What passkeys fix vs. what recovery can reintroduce

Before
  • Origin binding
  • no reusable secret
  • blocks classic credential-harvesting phishing
After
  • Downgrade to SMS/email OTP
  • support recovery abuse
  • recovery-code theft
  • session takeover via alternate flows

What readers should do now (and what platforms should stop pretending)

Most people can’t redesign platform authentication. You can, however, make it harder for attackers to downgrade you—and you can recognize the moments when the danger is highest.
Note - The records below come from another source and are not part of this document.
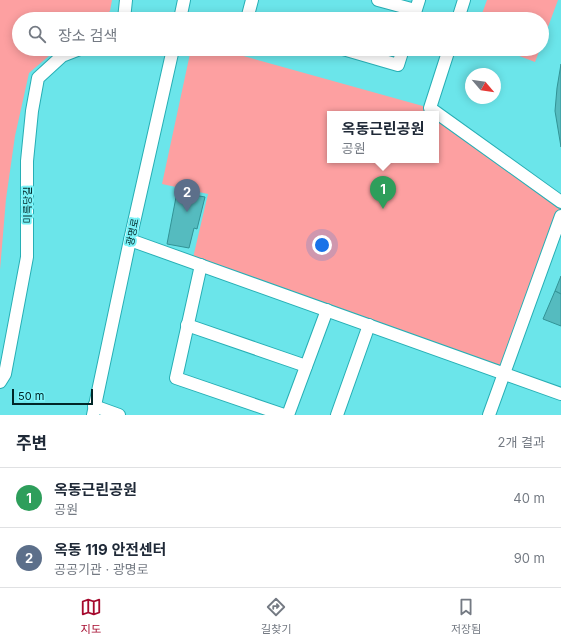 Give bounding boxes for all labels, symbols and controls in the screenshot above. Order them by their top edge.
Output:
search box [12,12,549,56]
icon: search [26,23,48,45]
text: 장소 검색 [58,26,117,45]
north arrow [465,68,501,104]
popup [327,111,439,163]
text: 옥동근린공원 [342,119,424,138]
text: 공원 [342,140,366,156]
pin: 1 [370,176,396,209]
pin: 2 [174,179,200,212]
street label: 미륵당길 [21,187,33,223]
street label: 광명로 [123,217,141,247]
your location [312,235,332,255]
scale bar [12,387,93,406]
text: 50 m [18,389,44,403]
text: 주변 [16,433,47,453]
text: 2개 결과 [498,434,545,450]
text: 옥동근린공원 [54,480,137,499]
text: 1 [26,490,32,506]
text: 40 m [513,490,545,506]
text: 공원 [54,501,78,517]
text: 옥동 119 안전센터 [54,540,167,559]
text: 2 [25,550,33,566]
text: 90 m [514,550,545,566]
text: 공공기관 · 광명로 [54,561,149,577]
tab: 지도 [80,596,102,636]
tab: 길찾기 [261,596,291,636]
tab: 저장됨 [451,596,481,636]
Practical steps you can take

- Prefer passkey-only where available. If a service lets you remove passwords or disable SMS-based login, do it. Fewer fallbacks usually means fewer downgrade paths.
- Treat recovery codes like keys, not paperwork. Store them offline in a secure place. A recovery code is often a master key.
- Harden your phone number. If a critical account uses SMS recovery, assume your phone number is part of your security perimeter. NIST’s concerns—SIM swap/port-out and malware—are exactly why.
- Be suspicious of “Try another way” prompts. Attackers love pushing victims into alternate flows. If you expected a passkey prompt and got an OTP request, pause and verify the domain and the context.
- Reduce account sprawl. The more accounts tied to a single email/number, the more valuable that recovery channel becomes.

Anti-downgrade checklist

  • Prefer passkey-only where available; remove passwords/SMS sign-in when you can
  • Store recovery codes offline in a secure place—treat them like master keys
  • Assume your phone number is security-critical if SMS recovery exists
  • Treat unexpected “Try another way” prompts as a red flag; verify domain/context
  • Reduce account sprawl tied to one email/number to shrink recovery-channel value

What platforms should stop doing

Companies love to advertise passkeys as an endpoint—“passwordless.” In practice, many deployments are “passwordless… unless.” Unless you’re on a new device. Unless your biometrics fail. Unless you’re traveling. Unless the risk engine flags your login.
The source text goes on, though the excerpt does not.